Do the math and it shows that if MGM Springfield pays about the same in taxes that Plainridge Park Casino does, it’s doing twice the business.
MGM Springfield business is booming
According to MGM Springfield officials, business has been booming right from the word “go“.
“MGM Springfield had a tremendously successful opening weekend, exceeding our expectations by hosting more than 150,000 visitors in just our first three days. Guests were excited and eager to experience our new resort and be part of our debut weekend. Our hotel and restaurants were fully booked with guests eager to be a part of our historic opening.”
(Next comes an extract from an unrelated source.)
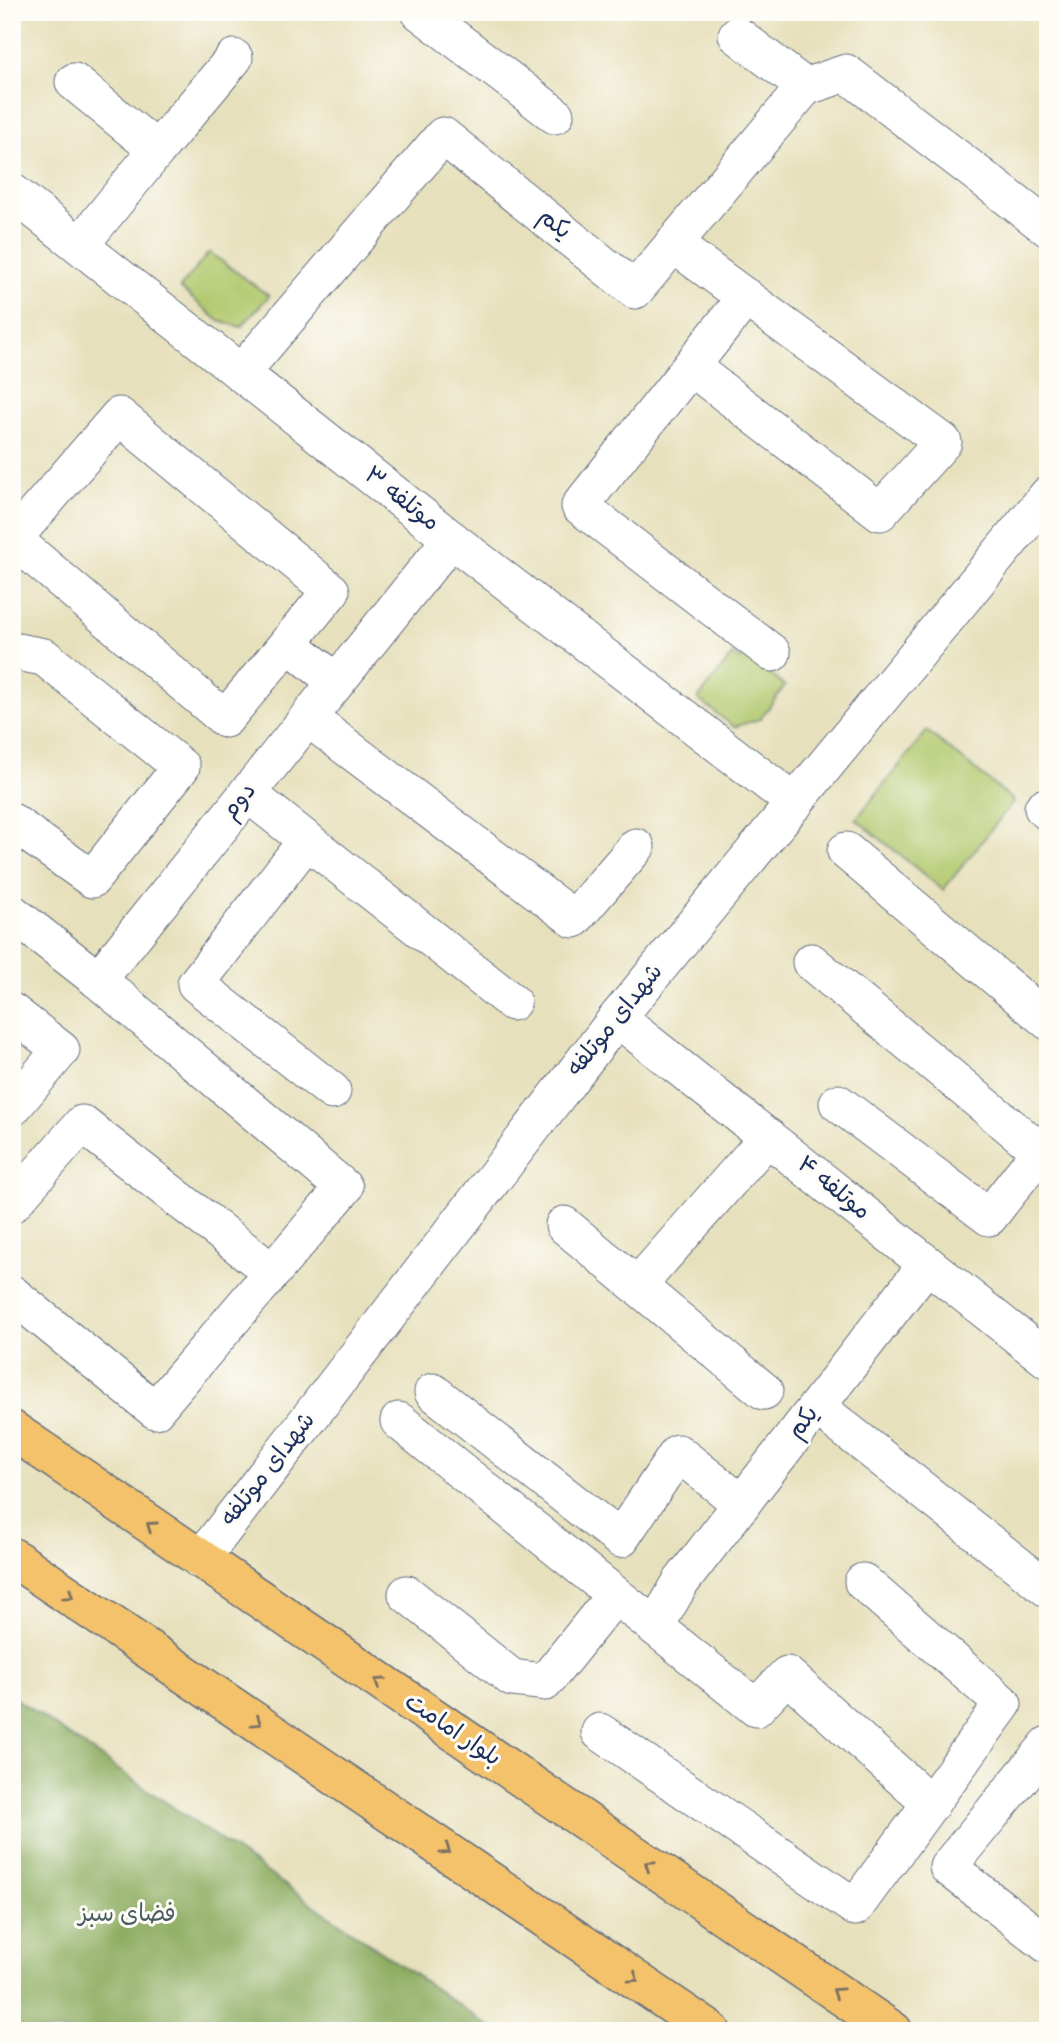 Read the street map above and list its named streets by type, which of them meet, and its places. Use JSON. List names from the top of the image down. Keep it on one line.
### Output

Going forward, MGM expects an average of 15,000 visitors a day.
The Boston Globe reported the early gaming revenue numbers put MGM Springfield on pace to post $430 million in GGR in year one. However, it also pointed out MGM predictions have the property pulling in $500 million annually by its third year open.
University of Texas Rio Grande Valley casino expert Clyde Barrow told the Globe the numbers put MGM right on target.
Higher expectations for the Springfield casino
However, Lasell College political science professor Paul DeBole said he expected bigger opening week numbers. This is particularly considering all the media attention surrounding the property.
After extrapolating the figures, DeBole suggested average daily revenue per slot machine numbers at MGM Springfield look to be about the same as Plainridge Park. Again, particularly during the fanfare of opening week, DeBole expected higher figures, making it questionable what the future holds.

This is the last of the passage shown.